Ci sono momenti della tua vita in cui le circostanze ti costringono ad aguzzare i sensi.

Non sempre è piacevole perché i nervi scoperti vanno in corto più facilmente e vorresti essere perennemente cosparso di aculei o di scaglie, come un grosso armadillo o un istrice puntuto.

La tivvù, sempre accesa, sputa le sue notizie a raffica, senza censure o riguardo per chi ascolta. 

Così una dottoressa, di non mi ricordo più quale ospedale del nord, raccontava qualcosa a cui non avevo completamente pensato, e di cui adesso ho risentito parlare al tg da dei figli disperati.

Una coppia di anziani viene prelevata dalla loro casa perché con dei sintomi sospetti.

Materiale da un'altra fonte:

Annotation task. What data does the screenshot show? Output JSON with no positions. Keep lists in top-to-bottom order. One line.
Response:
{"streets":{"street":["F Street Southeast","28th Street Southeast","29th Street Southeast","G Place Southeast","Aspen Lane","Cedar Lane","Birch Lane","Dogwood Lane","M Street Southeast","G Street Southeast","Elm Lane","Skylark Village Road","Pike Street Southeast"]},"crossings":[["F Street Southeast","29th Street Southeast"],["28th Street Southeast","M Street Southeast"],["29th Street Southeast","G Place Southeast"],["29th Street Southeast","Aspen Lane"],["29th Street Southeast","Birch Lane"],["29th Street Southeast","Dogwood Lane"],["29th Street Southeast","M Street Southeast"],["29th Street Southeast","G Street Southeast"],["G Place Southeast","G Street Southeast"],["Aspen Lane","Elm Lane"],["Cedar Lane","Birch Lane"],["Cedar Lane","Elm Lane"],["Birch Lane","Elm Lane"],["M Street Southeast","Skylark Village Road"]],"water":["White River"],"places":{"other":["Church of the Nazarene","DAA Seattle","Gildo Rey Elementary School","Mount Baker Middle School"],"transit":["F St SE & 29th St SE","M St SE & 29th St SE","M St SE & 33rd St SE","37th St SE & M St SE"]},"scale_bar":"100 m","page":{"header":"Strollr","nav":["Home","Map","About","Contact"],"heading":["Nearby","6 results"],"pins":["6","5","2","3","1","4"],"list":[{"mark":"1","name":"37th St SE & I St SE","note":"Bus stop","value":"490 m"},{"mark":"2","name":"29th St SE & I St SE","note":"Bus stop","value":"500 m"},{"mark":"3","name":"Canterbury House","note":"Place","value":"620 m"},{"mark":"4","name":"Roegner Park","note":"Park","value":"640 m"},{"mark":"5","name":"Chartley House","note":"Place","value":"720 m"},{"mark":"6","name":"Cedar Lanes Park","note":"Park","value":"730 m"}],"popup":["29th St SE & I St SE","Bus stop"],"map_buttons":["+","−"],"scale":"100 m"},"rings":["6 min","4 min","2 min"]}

Iniziano i controlli e l’isolamento. Niente più visite dei figli, dei nipoti, di chi li vuol bene e niente contatti nemmeno telefonici perché i telefonini non entrano in terapia intensiva.

Qui, dopo poche settimane, lentamente si spengono, lucidissimi, con i pensieri sempre a chi si sta lasciando là fuori e un senso di impotenza. Dicono che si muore un po’ come è accaduto alla mia mamma con l’enfisema, come se si stesse affogando, in fame d’aria. Mamma me lo disse, in ospedale, poco prima di andarsene: “Lasciami andare, sono stanca. Mi sento come un pesce fuori dalla boccia”.

Così questa dottoressa ha fatto fare parecchie videochiamate a tanti di questi pazienti in fase terminale. Li ha fatti parlare, e ha fatto loro vedere, figli, nipoti, persone care. Chiamava questo file “la linea della vita”. 

Mi è sembrata un’attenzione struggente, tenerissima, alla quale non avevo mai pensato. 

E, ancora una volta, in questo periodo, mi sono messa a piangere.